In “Exploding Lockerbie” (Criminal Law and Justice Weekly, (2011) vol. 175 JPN pp. 429-432, 445-449, at p.449) the author imagined the sinking feeling Khreesat’s CIA controllers must have experienced at the news about Pan Am 103: the dreadful realisation that a bomb which was probably improvised by their own proxy for the purpose of maintaining his cover on their behalf might actually have ended up being used to bring down the Pan Am Jumbo Jet. With the loss of so many American lives the mea culpa of an admission to human error would have been guaranteed to cut very little ice among the public they served. What action might they have contemplated? Within hours of the atrocity numerous personnel in US Government service were engaged across the crash site in various unexplained activities not necessarily connected with assisting the regular police or AAIB officials. In whose receptive ear might Khreesat’s controllers have whispered? In one of the last acts of his presidency Ronald Reagan, a dyed-in-the-wool enemy of Colonel Gaddafi, extended sanctions against Libya and threatened renewed bombing raids. The date was 28 December, 1988, a mere seven days after Lockerbie, when there was as yet no evidence ostensibly pointing to Libyan culpability. Diversion of the finger of accusation away from Iran, Syria and the PFLP-GC certainly suited those in the US Government who were seeking the release of American hostages held captive in the Lebanon and was also beneficial in gaining Iranian and Syrian support for the coalition action against Iraq in the liberation of Kuwait. But that is another story (see eg Davina Miller “Who Knows about this? Western Policy towards Iran: the Lockerbie Case,” University of Bradford Dept of Peace Studies, 2011).
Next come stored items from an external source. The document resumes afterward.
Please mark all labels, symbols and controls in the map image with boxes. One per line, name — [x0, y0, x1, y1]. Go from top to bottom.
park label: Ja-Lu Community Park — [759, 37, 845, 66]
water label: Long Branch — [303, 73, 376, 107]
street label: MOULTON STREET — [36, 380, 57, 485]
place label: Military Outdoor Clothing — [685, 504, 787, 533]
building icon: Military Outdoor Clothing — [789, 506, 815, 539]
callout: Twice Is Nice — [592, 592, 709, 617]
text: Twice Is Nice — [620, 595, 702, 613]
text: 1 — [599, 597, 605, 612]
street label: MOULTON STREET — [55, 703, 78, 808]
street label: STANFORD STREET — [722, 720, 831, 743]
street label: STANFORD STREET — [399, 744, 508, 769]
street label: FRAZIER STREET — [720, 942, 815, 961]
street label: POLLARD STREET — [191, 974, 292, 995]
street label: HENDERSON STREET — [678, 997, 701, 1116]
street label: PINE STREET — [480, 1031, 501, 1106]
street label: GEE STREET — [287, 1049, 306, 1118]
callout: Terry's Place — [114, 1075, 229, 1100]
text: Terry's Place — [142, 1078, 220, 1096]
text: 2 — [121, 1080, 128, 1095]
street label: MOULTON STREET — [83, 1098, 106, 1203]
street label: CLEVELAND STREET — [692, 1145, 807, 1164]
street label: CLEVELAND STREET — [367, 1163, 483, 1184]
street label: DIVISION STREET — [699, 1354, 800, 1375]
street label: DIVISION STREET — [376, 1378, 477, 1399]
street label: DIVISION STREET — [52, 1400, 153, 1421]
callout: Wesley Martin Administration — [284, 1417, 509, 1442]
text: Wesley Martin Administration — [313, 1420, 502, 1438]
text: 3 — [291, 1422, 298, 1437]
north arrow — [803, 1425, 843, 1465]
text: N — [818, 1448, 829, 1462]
It will have become apparent from the analysis of the evidence before the court offered here that wherever the bomb which destroyed Pan Am 103 was built the Samsonite hardshell bag in which it was packed could not have come from Luqa as an anonymous item of baggage on KM180, or from Frankfurt on PA103A. It should have been “as plain as a pikestaff” that it was brought to Heathrow by means devoid of risk to the perpetrators and guaranteed to succeed. It was almost certainly built by the PFLP-GC and planted by that faction with Iranian government help.
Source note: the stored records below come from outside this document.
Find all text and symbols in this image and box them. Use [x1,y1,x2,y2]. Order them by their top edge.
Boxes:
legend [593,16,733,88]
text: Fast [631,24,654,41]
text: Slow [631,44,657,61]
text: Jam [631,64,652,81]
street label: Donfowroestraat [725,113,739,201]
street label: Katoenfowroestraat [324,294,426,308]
Quite why the judges lost sight of the wood for the trees is not a matter which warrants conjecture. That they did so is beyond doubt. When asked by Lord Maclean to confirm that al-Megrahi’s Abdusamad passport was never used again after 21 December 1988 William Taylor QC said “we don’t know that,” to which Lord Maclean riposted “Yes I do” and gave the reference. The judge got the acerbic reply he truly deserved: “Thank you. I am corrected. So Your Lordship has asked me a question to which Your Lordship already had the answer.” The application of a sight more judicial cleverness and rather less too cleverness by half might have delivered a true verdict.

IX. The Motive Behind al-Megrahi’s Release

There is little doubt that both the Scottish and UK governments are aware of the farce which represents the case against al-Megrahi. Yet both HMG and the Scottish government are in a deep quandary. Although the Libyans had handed over al-Megrahi in 1999 they had been under considerable pressure to do so; al-Megrahi and Fihma had obviously been treated by them as expendable. Now, with al-Megrahi terminally ill and Gaddafi having re-established his international credentials, the Libyans had regained sufficient confidence to demand that al-Megrahi be allowed to come home to die. Realpolitik decreed that the two British governments could ill afford to ignore those enormous financial pressures implicit in the Libyan position. They knew the case against al-Megrahi personally was built on sand. The problem was that the appeal was taking its time and even if al-Megrahi survived until the end of the proceedings there was by no means any guarantee that the appeal judges would depart from the position of the 2001 trial judges or those who had heard the original appeal. As the two governments no doubt wryly viewed the scenario, it was by no means inconceivable that the judges would once again stubbornly refuse to acknowledge that two previous tribunals had been so obviously wrong.

However, there was an undoubted problem if the Scottish government simply cut the Gordian knot and ordered the Crown Office to drop its resistance to the appeal, rather than clinging on to the forlorn hope that the judges might do the job for them. If after so many years maintaining that al-Megrahi was guilty the Scottish government (with Whitehall behind them) at the eleventh hour now suddenly did an about face and pre-empted the court’s decision both governments would inevitably be condemned as in thrall to Libyan oil money. The Americans in particular would have been outraged, seeing such a decision as usurping the proper function of the judges, circumventing the justice system and clearly smacking of giving in to Libyan economic pressure.

From the point of view of squaring conscience (freeing a man against whom there was little evidence of guilt) and of realpolitik (satisfying Libyan demands and thereby facilitating trade opportunities to the obvious advantage of the British public) the perfect solution was the compromise one of granting compassionate release: the demands of Justice could therefore be camouflaged, or masked, with “Mercy.”

It will doubtless be suggested that the conjectures advanced here derive purely from behind the fevered brow of the present writer, with no inspiration from any external source. So be it.